The Coupling Between Electron Transfer, Deformation and Binding during the Redox Switching of Electroactive Macromolecules. A Simple Model

D. POSADAS; M. I. FLORIT; W. A. MARMISOLLÉ; G. YBARRA

Sevilla, España

Conferencia; 59th Annual Meeting of the International Society of Electrochemistry; 2008

International Society of Electrochemistry

Many electroactive macromolecules, both natural and synthetic, show a coupling between the redox potential, its state of tension (deformation) and its state of binding, that is the extension in which a determined species (usually protons in electroactive proteins) binds to a particular site in the macromolecule. This phenomenon manifests itself as a change in the redox potential with the concentration of the binding species in solu tion or as a change in the concentration of the binding species in solution as the macromolecule is oxidized or reduced. To describe these systems we employ a very simple statistical mechanic model in which the polymer chains are composed of two classes of segments: short and long ones. A short segment contains a reduced redox center that when it is oxidized converts the segment into a long one. Thus, oxidizing the polymer results in a different state of tension of the chain. Moreover both kinds of segments are capable of binding a species present in solution in a way that also changes the state of tension of the polymer.
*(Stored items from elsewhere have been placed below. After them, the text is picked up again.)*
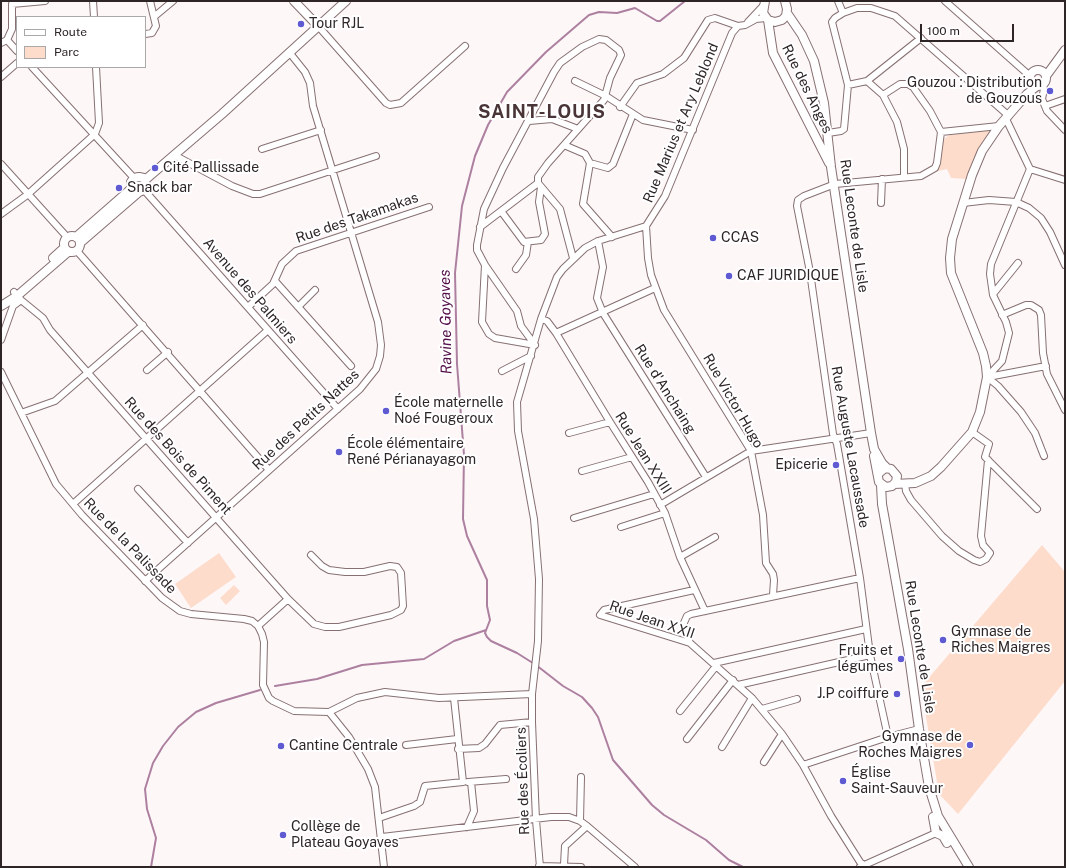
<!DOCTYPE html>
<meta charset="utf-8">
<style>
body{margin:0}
#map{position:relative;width:1066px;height:868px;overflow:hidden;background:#fdf7f8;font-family:"Public Sans",sans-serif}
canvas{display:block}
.frame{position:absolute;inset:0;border:2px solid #2e2526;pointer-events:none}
.legend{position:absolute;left:16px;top:16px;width:130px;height:52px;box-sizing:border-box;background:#fff;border:1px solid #aba8a8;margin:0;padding:5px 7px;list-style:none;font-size:12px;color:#2e2526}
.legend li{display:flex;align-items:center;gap:8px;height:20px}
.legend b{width:20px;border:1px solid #aba8a8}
.scale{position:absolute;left:920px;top:24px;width:94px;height:18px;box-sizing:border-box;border:2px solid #2e2526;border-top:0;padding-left:5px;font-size:12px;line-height:14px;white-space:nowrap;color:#2e2526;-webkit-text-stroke:3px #fff;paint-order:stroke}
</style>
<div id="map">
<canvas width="1066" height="868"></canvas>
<div class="frame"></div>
<ul class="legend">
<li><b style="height:5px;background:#fff"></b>Route</li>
<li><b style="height:11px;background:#fedccb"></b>Parc</li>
</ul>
<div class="scale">100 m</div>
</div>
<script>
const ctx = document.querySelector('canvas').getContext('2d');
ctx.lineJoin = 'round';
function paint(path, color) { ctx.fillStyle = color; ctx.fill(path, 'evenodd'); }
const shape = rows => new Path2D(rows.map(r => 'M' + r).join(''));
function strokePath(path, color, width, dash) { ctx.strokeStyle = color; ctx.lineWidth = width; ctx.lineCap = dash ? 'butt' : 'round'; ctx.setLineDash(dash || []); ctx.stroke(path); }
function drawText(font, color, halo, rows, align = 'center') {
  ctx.font = font + ' "Public Sans",sans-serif'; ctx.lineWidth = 4; ctx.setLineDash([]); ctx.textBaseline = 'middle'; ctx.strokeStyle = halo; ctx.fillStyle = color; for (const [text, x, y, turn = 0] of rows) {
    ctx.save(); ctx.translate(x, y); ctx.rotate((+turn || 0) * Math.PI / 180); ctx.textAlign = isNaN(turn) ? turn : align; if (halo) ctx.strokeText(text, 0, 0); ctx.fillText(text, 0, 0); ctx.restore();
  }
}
paint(shape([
 [992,130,974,157,966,179,951,178,947,169,938,171,942,142,945,138,950,135],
 [1042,545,1065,572,1065,681,958,814,939,794,921,687],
 [219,553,236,577,191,608,175,584],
 [234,585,240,591,226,605,220,598]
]), '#fedccb');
strokePath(shape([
 [685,1,660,21,657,21,635,8,617,13,599,12,589,15,546,52,507,92,488,125,475,156,462,206,455,273,457,364,464,455,463,519,467,536,487,580,487,606,490,620,485,633,487,637,491,641,517,653,536,665,563,686,582,697,592,708,598,717,613,760,652,805,664,815,706,840,729,860,743,867],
 [275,686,317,679,362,665,424,659,454,641,486,630],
 [151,867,156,838,147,809,145,789,153,763,163,746,178,727,196,712,216,703,260,690]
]), '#ad80a0', 2);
const street = shape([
 [93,1,94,17],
 [838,1,843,13],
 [945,1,1030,76],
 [155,16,173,1],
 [748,22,763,6],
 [318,26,386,103,390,105,401,103,465,46],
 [145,34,152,33,156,26,150,1],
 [7,40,17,51],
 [1,43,7,40,12,29,12,4,45,1],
 [32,67,134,178],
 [1,77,17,63],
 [575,81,606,96,643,120,693,130],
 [867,81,883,95,897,122,904,149,904,177],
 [848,85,867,81,921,38],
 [1043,85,1044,89,1042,99,1047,111,1065,130],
 [883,95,900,84,908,84,913,87,930,111,941,132,937,163,935,168,921,176,835,184,804,196,798,200,797,206,810,272,833,434,837,444,860,578,870,655,888,737],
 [1045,106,1065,99],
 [620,107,637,83,663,74,684,58,708,20,715,18,738,26],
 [1006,119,1030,169,1065,180],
 [529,121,552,119,578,129],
 [941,132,999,126],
 [828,133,841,131,844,129,848,85,832,22,835,18,843,13,857,8,871,8,895,16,1009,116],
 [564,145,585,154,590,163,608,168,613,164,633,114],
 [262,149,321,130],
 [174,155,232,186,253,194,260,194,376,156],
 [590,163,583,204,612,237],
 [1,164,67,237],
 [144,190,338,409],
 [881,203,882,179],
 [963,203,989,200,1016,202,1029,208,1041,218,1050,232,1065,265],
 [501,211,524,242,541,240,545,234,539,202,541,187],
 [1,214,27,195,95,134,99,123,96,67],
 [646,226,648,258,651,275,664,310,751,451,763,515,766,563,773,574,774,580,773,595],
 [480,227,538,183],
 [598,241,603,267,597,298,603,313,706,477],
 [77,251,269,470],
 [485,265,517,311,521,326,535,345],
 [516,269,526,255,528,242],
 [275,281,351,366],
 [14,292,21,300,43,318,50,330,288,599,314,624,325,627,339,627,391,615,401,610,403,606,401,573,397,567,390,566,364,572,345,572,329,570,322,566,311,555],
 [993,294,1018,263],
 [248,307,273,284,282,264,296,251,429,207],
 [298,307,315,290],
 [1002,315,1026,305,1031,305,1039,310,1041,315,1043,353,1047,374,1065,410],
 [541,319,547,321,556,333,610,422,648,482,665,513,680,557,705,611],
 [556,333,655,288],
 [1,340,13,306,21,300],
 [535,345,495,338,489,334,482,322,485,265,477,250,477,245,484,209,503,168,554,72,560,63,582,47,599,39,606,40,619,50,621,55,610,78,604,100,548,163,538,177,538,183,560,209,573,258],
 [147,370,168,352],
 [502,371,531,356],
 [1,372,56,484,82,515,162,598,180,611,191,614,244,619,252,621,258,626,262,634,264,642,263,685,269,698,273,701,294,711,329,712,357,698,385,692,439,698,532,694],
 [987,377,1002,361,1009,333,1006,322,993,295,990,274,991,264,1030,169],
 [987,377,998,386,1021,412,1035,433,1044,456],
 [988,377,1046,366],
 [21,413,55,401,143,325],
 [972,432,989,444,985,457,1037,509],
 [569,433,610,422],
 [582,471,632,457],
 [905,484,906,491,911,500,942,536,959,551,974,560,980,562,986,559,990,553,983,545,981,536,988,460],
 [138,489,188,543],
 [73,504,268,330],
 [660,505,751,451,871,433],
 [574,518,654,494],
 [621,527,665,513],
 [680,557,715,537],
 [145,581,360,389,376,369,380,356,381,345,378,322,313,106,310,83,305,72,289,52],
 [694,590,604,610,600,615,690,643,752,698,782,734,803,765,831,816,860,862,866,867],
 [258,626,288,599],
 [690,643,683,625,687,616,691,614,860,578],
 [714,663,866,629],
 [738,685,870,655],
 [762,709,797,699],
 [680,711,717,665],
 [329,712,349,737,368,769,375,787,384,867],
 [687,739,733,680],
 [406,745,457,739],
 [722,747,752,698],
 [458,749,479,748,485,744,500,725,532,722],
 [764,762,782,734],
 [803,765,888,737,919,729],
 [468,782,506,779],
 [379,818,414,806,420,802,425,786,463,782,454,698],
 [580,821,581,777],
 [467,827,474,811,471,782],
 [382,837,551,817,569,817,580,821,587,826,635,867],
 [564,865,565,846,587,826],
 [539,866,581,867],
 [540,867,536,820,532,722,532,694,538,641,539,579,534,519,518,431,517,402,541,319,557,277,563,269,585,248,598,241,646,226,665,196,732,33,738,26,745,25,756,19,766,18],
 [860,867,936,833]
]);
const secondary = shape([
 [294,1,318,26],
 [765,1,763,13,768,20,775,22,782,20,786,16,787,9,785,1],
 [787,13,802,35,814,61,824,103,831,167,871,433,874,449,882,463,887,468],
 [768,20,773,53,829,163],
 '1030 78a8 8 0 1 1 16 0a8 8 0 1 1-16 0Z',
 [1046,76,1065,50],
 [145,180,222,114,346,1],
 '64 244a8 8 0 1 1 16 0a8 8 0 1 1-16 0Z',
 [76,237,132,188,131,182,134,178,139,177,144,178,146,185,144,190,139,192,80,243],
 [53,258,64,248],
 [1,306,17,296,68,252],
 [874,456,879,482,886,487,892,486,896,482,897,476,891,469,885,468,878,474],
 [894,484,915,483,931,476,941,467,972,432,980,412,987,377,986,366,983,353,951,273,950,258,952,239,972,175,982,151,999,126,1027,94,1037,86],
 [881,485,882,504,908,649,919,729,929,787,938,816,969,867],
 [933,817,936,833,943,836,947,843]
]);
strokePath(street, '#877072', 8);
strokePath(secondary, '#877072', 10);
strokePath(street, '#fff', 6);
strokePath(secondary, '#fff', 8);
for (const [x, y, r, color] of [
 [301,24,4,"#5f5ad2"],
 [1050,91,4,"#5f5ad2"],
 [155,168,4,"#5f5ad2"],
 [119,188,4,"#5f5ad2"],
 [713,238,4,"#5f5ad2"],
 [729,276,4,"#5f5ad2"],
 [386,411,4,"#5f5ad2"],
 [339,452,4,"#5f5ad2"],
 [836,465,4,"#5f5ad2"],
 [943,640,4,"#5f5ad2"],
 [901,659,4,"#5f5ad2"],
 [897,694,4,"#5f5ad2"],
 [970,745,4,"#5f5ad2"],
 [281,746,4,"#5f5ad2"],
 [843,781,4,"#5f5ad2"],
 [283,835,4,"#5f5ad2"]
]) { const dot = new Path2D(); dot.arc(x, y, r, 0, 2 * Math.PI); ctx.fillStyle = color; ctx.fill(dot); strokePath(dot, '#fff', 1.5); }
drawText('14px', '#2e2526', '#fff', [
 ["Tour RJL",309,24],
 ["Gouzou : Distribution",1042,83,"right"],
 ["de Gouzous",1042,99,"right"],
 ["Cité Pallissade",163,168],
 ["Snack bar",127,188],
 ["CCAS",721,238],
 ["CAF JURIDIQUE",737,276],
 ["École maternelle",394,403],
 ["Noé Fougeroux",394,419],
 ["École élémentaire",347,444],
 ["René Périanayagom",347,460],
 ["Epicerie",828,465,"right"],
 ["Gymnase de",951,632],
 ["Riches Maigres",951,648],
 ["Fruits et",893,651,"right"],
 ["légumes",893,667,"right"],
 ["J.P coiffure",889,694,"right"],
 ["Gymnase de",962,737,"right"],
 ["Roches Maigres",962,753,"right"],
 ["Cantine Centrale",289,746],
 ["Église",851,773],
 ["Saint-Sauveur",851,789],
 ["Collège de",291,827],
 ["Plateau Goyaves",291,843]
], 'left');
drawText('14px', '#2e2526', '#fff', [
 ["Rue des Anges",807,89,64],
 ["Rue Marius et Ary Leblond",681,123,-67],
 ["Rue des Takamakas",357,218,-19],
 ["Rue Leconte de Lisle",854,226,82],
 ["Avenue des Palmiers",250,291,49],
 ["Rue d'Anchaing",665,389,58],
 ["Rue Victor Hugo",733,401,60],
 ["Rue des Petits Nattes",306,420,-43],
 ["Rue Auguste Lacaussade",850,447,80],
 ["Rue Jean XXIII",643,453,58],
 ["Rue des Bois de Piment",178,456,48],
 ["Rue de la Palissade",130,546,46],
 ["Rue Jean XXII",652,620,19],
 ["Rue Leconte de Lisle",920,647,81],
 ["Rue des Écoliers",523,781,-92]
]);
drawText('italic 15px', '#55104a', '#fff', [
 ["Ravine Goyaves",446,322,-91]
]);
ctx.letterSpacing = '1px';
drawText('bold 18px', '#493537', '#fff', [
 ["SAINT-LOUIS",542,112]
]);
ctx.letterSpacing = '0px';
</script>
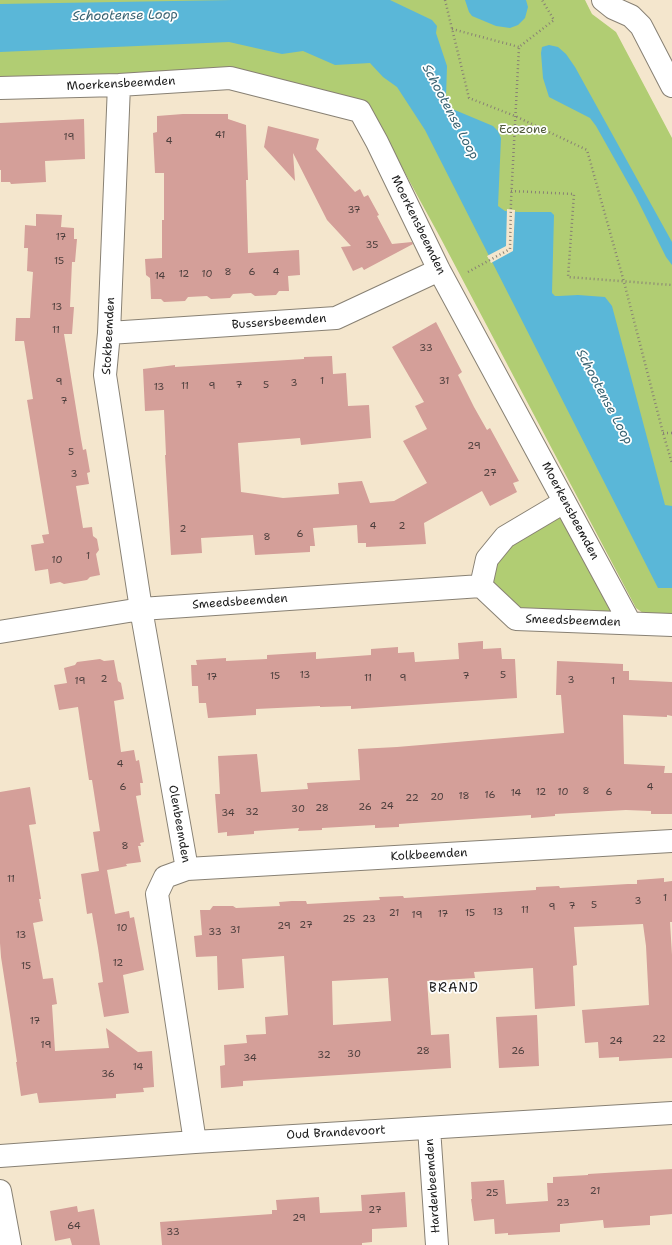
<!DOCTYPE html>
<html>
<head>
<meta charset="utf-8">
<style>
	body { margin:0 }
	canvas { display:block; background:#f4e6cd }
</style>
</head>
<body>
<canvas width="672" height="1245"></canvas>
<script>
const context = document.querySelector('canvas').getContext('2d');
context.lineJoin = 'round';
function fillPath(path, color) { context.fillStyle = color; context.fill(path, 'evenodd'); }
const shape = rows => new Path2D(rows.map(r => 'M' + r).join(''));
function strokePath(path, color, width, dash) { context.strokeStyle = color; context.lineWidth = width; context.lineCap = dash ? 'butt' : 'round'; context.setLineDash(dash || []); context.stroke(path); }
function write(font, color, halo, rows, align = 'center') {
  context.font = font + ' "Shantell Sans",sans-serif'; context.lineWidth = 3.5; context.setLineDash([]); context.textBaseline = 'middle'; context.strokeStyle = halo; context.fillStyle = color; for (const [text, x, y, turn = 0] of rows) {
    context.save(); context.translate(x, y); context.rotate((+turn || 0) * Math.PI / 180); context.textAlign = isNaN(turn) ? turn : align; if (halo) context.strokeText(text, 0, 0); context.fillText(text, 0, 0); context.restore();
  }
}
const green = shape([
	[0,0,585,0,592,14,616,32,672,138,672,617,643,613,636,608,440,237,370,109,237,71,0,81],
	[560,516,613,612,520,609,492,582,496,564,512,545]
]);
const water = shape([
	[232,0,390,0,432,20,437,26,436,33,447,66,446,97,450,108,493,126,498,131,501,138,498,206,505,211,519,212,551,212,554,215,552,293,555,296,559,296,578,295,605,297,612,306,665,505,672,506,672,588,658,588,425,130,397,87,383,77,370,63,335,65,303,51,282,54,229,42,0,52,0,4],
	[465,0,526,0,528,7,525,18,518,25,510,28,496,26,472,16,469,12],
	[549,45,558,47,566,54,575,67,672,242,672,265,666,257,636,197,596,126,590,118,549,97,543,78,541,53,542,47]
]);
const pier = shape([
	[507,209,515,210,513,251,491,263,487,256,506,246]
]);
const building = shape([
	[183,114,228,114,228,119,246,125,248,180,246,180,248,253,299,250,300,275,288,276,289,291,279,291,276,295,255,296,251,293,233,294,230,298,211,299,207,296,188,297,185,301,164,302,161,299,151,299,150,278,146,275,145,259,162,258,162,220,164,220,164,173,155,173,153,133,157,132,157,116],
	[84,119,85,159,45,161,46,182,11,184,10,182,1,182,1,170,0,170,0,123],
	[268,126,319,139,316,149,355,192,360,189,364,197,368,195,379,215,377,216,392,244,412,242,413,244,364,270,362,267,353,271,341,247,351,246,327,220,293,153,295,181,264,147],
	[36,214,62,215,61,227,74,228,74,239,77,239,75,262,72,262,70,307,74,307,72,334,64,334,81,439,83,450,86,449,90,472,87,473,89,484,76,486,83,528,92,527,93,536,97,539,99,550,96,554,100,575,90,577,87,580,64,584,60,582,50,584,48,569,35,571,31,545,44,543,42,535,49,534,27,400,33,399,24,341,15,341,16,318,30,318,33,272,27,271,28,248,24,248,25,225,36,226],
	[436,322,462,372,458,375,474,407,487,430,490,428,519,481,513,483,517,492,490,506,482,491,424,523,426,544,366,547,366,543,358,543,357,525,313,528,315,546,310,546,310,552,255,555,253,535,201,538,202,553,171,555,165,455,166,455,164,410,145,411,143,369,175,365,175,367,304,359,304,357,332,356,333,374,346,373,348,406,369,405,371,438,301,445,300,438,238,443,241,492,283,498,339,494,338,483,362,481,370,503,394,501,427,483,403,441,427,429,415,406,424,402,392,347],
	[483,641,483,649,501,648,502,659,515,659,517,698,351,709,351,706,320,707,320,706,256,709,256,715,208,718,206,703,199,703,198,686,192,686,191,665,197,665,196,660,226,658,226,661,267,659,267,655,316,652,316,659,371,655,371,649,398,647,398,653,414,652,415,662,459,659,458,643],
	[100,659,104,661,114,660,118,681,121,683,124,699,114,701,121,752,134,750,136,761,139,760,143,783,140,783,141,795,136,796,144,842,140,843,141,846,138,846,141,862,126,864,127,866,107,870,115,914,129,911,130,918,134,917,144,970,123,975,129,1013,104,1017,98,983,103,982,98,948,92,913,87,914,81,874,99,871,93,832,100,831,92,780,89,780,78,707,59,710,54,685,67,683,64,668,75,665,77,662],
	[557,661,623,664,623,671,629,671,629,680,672,682,672,716,667,715,667,717,623,715,624,764,665,766,664,773,672,773,672,814,651,814,651,811,626,810,555,814,555,816,531,818,531,815,399,824,399,827,375,828,375,825,322,828,322,830,298,831,299,828,254,831,254,834,227,836,227,832,218,833,215,794,220,794,218,756,257,754,261,792,308,789,307,783,360,780,358,749,397,747,564,733,561,695,556,695],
	[30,787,36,824,29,825,41,899,39,899,43,921,33,923,43,979,53,978,57,1004,52,1005,55,1051,109,1048,106,1028,138,1052,152,1051,154,1087,143,1088,144,1092,116,1094,116,1098,39,1103,37,1093,21,1096,16,1062,17,1062,10,1015,1,957,0,943,0,792],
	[664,878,664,882,672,881,672,922,670,922,672,955,672,1058,619,1061,619,1057,599,1058,598,1042,585,1043,582,1010,649,1005,646,946,643,924,574,927,577,965,573,966,575,1006,535,1009,533,968,474,972,475,978,427,981,431,1035,449,1034,451,1068,243,1081,243,1086,221,1088,220,1066,225,1065,224,1045,247,1043,246,1035,266,1034,265,1017,288,1015,284,956,242,959,244,988,218,990,217,956,196,957,194,936,202,935,200,910,210,910,213,906,233,906,236,908,280,906,279,902,292,901,306,901,307,904,380,900,379,897,403,896,404,898,536,890,536,887,559,886,560,888,628,884,637,884,637,880],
	[388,978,391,1021,333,1025,332,981],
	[537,1015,539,1066,499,1068,496,1017],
	[672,1169,672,1214,650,1216,650,1225,604,1228,603,1220,560,1224,560,1232,508,1235,508,1233,495,1234,494,1219,474,1221,471,1199,472,1199,471,1182,504,1180,506,1204,548,1201,547,1183,553,1183,553,1177,588,1175,588,1174],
	[405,1192,407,1227,372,1229,372,1242,362,1243,362,1245,162,1245,160,1222,272,1214,272,1210,277,1210,276,1200,319,1197,320,1213,362,1211,361,1195],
	[77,1206,78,1212,94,1209,100,1245,72,1245,70,1238,55,1241,50,1211]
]);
const path = shape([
	[445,0,469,98,515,116,587,150,624,282,663,433,672,463],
	[452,29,519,47],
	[511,191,574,194,568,277,672,285],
	[468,272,510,249,511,201,519,47,554,20,542,0],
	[663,433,672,433]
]);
const minor = shape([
	[603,0,613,8,631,16,641,26,672,86],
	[119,85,109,333,105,375,141,609,187,869,165,877,157,894,195,1142],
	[0,88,119,85,230,78,360,111,377,142,439,270,630,623],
	[109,333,336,318,439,270],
	[481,586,487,559,505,537,564,502],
	[0,632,141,609,481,586,516,619,672,625],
	[187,869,672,841],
	[429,1128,437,1245],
	[0,1156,195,1142,672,1113],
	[0,1191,10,1245]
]);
const numberNames = [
	["41",220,135],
	["19",69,137],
	["4",169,141],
	["37",354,210],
	["17",61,237],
	["35",372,245],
	["15",59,261],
	["8",228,272],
	["6",252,272],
	["4",276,272],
	["12",184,274],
	["10",207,274],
	["14",160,276],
	["13",57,307],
	["11",56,330],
	["33",426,348],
	["1",322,381],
	["31",444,381],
	["9",59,382],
	["3",294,383],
	["7",239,385],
	["5",266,385],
	["11",185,386],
	["9",212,386],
	["13",159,387],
	["7",64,401],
	["29",474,446],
	["5",71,452],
	["27",490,473],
	["3",74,474],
	["4",373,526],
	["2",402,526],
	["2",183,529],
	["6",300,534],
	["8",267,537],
	["1",88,556],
	["10",57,560],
	["13",305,675],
	["5",503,675],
	["15",275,676],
	["7",466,676],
	["17",212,677],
	["11",368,678],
	["9",403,678],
	["2",104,679],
	["3",571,680],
	["19",80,681],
	["1",613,681],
	["4",120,764],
	["6",123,787],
	["4",650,787],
	["8",586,791],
	["12",541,792],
	["10",563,792],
	["6",609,792],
	["14",516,793],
	["16",490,795],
	["18",464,796],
	["20",437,797],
	["22",412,798],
	["24",387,806],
	["26",365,807],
	["28",322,808],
	["30",298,809],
	["32",252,812],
	["34",228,813],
	["8",125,846],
	["11",11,879],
	["1",665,898],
	["3",638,901],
	["5",594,905],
	["7",572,906],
	["9",552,907],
	["11",525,910],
	["13",498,912],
	["21",394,913],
	["15",470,913],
	["17",443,914],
	["19",417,915],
	["25",349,919],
	["23",369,919],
	["27",306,925],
	["29",284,926],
	["10",122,928],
	["31",235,930],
	["33",215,932],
	["13",21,935],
	["12",118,963],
	["15",26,966],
	["17",35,1021],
	["22",659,1039],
	["24",616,1041],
	["19",46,1045],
	["28",423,1051],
	["26",518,1051],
	["30",354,1054],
	["32",324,1055],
	["34",250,1058],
	["14",138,1067],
	["36",108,1074],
	["21",595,1191],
	["25",492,1193],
	["23",563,1203],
	["27",375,1210],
	["29",299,1218],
	["64",74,1226],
	["33",173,1232]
];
const streetNames = [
	["Moerkensbeemden",121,84,-3],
	["Moerkensbeemden",418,225,64],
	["Bussersbeemden",279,322,-4],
	["Stokbeemden",109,336,-87],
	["Moerkensbeemden",570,511,62],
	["Smeedsbeemden",240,602,-4],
	["Smeedsbeemden",573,621,2],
	["Olenbeemden",179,824,80],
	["Kolkbeemden",429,855,-3],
	["Oud Brandevoort",336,1133,-3],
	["Hardenbeemden",433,1186,-94]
];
const parkNames = [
	["Ecozone",523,130]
];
const waterNames = [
	["Schootense Loop",125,16,-1],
	["Schootense Loop",450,112,62],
	["Schootense Loop",604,397,62]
];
const neighbourhoodNames = [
	["BRAND",454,989]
];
fillPath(green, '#b1cd73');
fillPath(water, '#5ab7d8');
fillPath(pier, '#f4e6cd');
fillPath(building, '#d49f99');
strokePath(minor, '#888174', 24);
strokePath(path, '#888174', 2.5, [1, 3]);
strokePath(minor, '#fff', 22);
write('10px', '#4a3d3b', null, numberNames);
write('12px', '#1c1c1c', '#fff', streetNames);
write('12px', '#505a3a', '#fff', parkNames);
write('italic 13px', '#386271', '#fff', waterNames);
context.letterSpacing = '1px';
write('13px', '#1c1c1c', '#fff', neighbourhoodNames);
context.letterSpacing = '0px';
</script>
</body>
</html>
The solution of the model provide an expression for the potential that shows how it depends on the fraction of oxidized centers, the fraction of long segments and the fraction of bound species on each kind of segments. Calculations based on this model provide a simple insight on how these systems work. The change of the redox potential of an electroactive polymer, such as the Os bipyridile polyvinylpyridile, with the pH provides an example that qualitatively agrees with the model. Another example is the pH change produced during the redox titration of human hemoglobine.